• [What to produce]: Go through the records and extract every line with the word "bottom".

(Saved data entries)
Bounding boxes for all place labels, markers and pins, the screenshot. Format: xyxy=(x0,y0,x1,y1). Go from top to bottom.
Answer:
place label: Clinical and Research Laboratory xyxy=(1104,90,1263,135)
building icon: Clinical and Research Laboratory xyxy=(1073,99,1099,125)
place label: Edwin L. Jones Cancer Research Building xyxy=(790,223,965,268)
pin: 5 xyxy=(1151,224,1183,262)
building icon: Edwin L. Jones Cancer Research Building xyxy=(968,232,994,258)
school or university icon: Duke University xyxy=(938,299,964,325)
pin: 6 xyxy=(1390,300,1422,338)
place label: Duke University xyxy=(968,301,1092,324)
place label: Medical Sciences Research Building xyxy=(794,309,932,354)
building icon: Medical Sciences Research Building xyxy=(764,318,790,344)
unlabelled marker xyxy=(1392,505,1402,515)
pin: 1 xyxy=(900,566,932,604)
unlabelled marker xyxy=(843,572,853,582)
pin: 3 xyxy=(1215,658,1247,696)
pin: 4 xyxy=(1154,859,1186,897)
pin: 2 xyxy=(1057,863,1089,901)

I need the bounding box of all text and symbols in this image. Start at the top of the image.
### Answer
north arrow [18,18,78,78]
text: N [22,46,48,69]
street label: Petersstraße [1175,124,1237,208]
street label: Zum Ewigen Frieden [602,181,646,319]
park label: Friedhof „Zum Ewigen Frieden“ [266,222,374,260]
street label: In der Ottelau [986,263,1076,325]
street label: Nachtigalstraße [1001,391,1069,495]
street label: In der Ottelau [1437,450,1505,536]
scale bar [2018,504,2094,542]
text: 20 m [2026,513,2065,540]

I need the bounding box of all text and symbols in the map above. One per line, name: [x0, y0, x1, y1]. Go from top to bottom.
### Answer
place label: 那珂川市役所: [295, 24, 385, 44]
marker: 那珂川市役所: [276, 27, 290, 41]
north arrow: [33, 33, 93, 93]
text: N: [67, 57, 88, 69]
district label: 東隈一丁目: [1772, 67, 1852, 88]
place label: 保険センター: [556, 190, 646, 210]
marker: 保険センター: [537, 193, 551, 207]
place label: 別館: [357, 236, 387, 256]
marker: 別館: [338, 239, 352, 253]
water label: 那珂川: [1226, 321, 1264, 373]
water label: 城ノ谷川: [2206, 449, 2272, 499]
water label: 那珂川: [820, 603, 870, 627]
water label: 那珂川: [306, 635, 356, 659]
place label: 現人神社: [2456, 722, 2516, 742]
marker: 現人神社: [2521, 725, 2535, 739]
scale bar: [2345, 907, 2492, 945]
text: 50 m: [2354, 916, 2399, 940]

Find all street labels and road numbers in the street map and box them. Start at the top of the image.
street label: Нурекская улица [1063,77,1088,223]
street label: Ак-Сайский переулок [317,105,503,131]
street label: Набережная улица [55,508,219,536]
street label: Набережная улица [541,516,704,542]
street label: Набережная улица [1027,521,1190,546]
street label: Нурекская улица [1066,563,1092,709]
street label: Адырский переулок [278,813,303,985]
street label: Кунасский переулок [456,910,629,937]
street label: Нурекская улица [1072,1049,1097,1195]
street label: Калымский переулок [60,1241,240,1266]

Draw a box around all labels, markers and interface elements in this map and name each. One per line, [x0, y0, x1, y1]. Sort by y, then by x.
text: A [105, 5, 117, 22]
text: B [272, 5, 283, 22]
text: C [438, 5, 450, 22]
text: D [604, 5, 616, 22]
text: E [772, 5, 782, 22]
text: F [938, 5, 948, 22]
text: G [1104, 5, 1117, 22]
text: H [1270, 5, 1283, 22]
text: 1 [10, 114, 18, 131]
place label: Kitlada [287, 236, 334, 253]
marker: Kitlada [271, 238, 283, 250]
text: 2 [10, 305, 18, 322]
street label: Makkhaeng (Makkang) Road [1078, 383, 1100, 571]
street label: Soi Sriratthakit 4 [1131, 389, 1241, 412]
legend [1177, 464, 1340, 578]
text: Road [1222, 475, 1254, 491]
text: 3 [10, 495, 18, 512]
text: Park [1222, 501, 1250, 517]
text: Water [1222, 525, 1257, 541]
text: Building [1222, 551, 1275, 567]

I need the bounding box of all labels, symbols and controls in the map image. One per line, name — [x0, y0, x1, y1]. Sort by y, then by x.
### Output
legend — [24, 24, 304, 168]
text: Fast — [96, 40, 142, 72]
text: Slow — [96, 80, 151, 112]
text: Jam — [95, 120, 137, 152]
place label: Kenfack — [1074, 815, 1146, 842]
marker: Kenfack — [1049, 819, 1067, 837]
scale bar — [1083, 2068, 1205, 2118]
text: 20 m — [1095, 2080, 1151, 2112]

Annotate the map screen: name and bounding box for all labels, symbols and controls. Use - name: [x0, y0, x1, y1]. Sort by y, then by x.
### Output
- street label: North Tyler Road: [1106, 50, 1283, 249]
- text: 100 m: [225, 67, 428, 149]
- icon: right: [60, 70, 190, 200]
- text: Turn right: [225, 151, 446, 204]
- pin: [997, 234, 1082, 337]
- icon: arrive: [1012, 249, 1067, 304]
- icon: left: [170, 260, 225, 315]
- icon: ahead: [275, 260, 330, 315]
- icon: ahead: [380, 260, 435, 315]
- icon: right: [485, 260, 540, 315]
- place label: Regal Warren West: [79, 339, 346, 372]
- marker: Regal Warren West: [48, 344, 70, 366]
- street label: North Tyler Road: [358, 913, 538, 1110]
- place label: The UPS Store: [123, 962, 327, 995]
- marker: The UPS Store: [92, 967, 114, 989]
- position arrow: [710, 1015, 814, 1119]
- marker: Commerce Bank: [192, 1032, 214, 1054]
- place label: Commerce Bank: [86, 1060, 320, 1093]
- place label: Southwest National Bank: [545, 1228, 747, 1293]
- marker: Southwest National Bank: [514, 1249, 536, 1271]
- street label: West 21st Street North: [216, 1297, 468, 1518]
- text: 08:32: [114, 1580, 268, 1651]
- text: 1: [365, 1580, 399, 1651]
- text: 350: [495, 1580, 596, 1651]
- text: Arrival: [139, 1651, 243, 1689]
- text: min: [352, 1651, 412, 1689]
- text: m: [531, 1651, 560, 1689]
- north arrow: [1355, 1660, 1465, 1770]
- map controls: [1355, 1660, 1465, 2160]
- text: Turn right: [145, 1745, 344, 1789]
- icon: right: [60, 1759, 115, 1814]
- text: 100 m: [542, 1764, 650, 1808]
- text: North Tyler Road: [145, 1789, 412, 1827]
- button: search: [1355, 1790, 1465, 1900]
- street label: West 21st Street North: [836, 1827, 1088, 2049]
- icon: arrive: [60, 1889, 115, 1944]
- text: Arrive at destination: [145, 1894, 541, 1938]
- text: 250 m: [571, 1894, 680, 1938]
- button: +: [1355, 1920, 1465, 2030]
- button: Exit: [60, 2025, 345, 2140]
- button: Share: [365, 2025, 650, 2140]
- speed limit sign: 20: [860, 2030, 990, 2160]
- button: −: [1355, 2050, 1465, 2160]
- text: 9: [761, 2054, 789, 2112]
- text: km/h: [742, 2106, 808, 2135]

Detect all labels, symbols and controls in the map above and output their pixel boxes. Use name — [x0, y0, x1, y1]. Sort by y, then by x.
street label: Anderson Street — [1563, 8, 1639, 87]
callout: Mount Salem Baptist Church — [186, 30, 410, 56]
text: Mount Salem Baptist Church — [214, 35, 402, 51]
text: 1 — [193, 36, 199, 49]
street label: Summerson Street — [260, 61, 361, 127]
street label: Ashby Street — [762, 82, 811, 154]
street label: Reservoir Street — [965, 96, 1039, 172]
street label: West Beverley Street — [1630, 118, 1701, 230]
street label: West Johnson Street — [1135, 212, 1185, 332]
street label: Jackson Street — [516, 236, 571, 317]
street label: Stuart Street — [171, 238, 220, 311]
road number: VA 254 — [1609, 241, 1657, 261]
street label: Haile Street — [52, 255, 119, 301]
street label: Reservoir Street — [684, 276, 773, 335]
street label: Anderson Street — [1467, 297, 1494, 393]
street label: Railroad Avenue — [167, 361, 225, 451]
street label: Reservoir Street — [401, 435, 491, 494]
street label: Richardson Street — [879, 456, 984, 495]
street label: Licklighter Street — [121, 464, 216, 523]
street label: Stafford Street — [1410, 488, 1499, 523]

• [Your response]:
Bounding boxes for all place labels, markers and pins, the screenshot. Format: xyxy=(x0,y0,x1,y1). Go from top to bottom.
I need the bounding box of all text and symbols in the map above. One per line, name: [x0, y0, x1, y1]. Go from top to bottom.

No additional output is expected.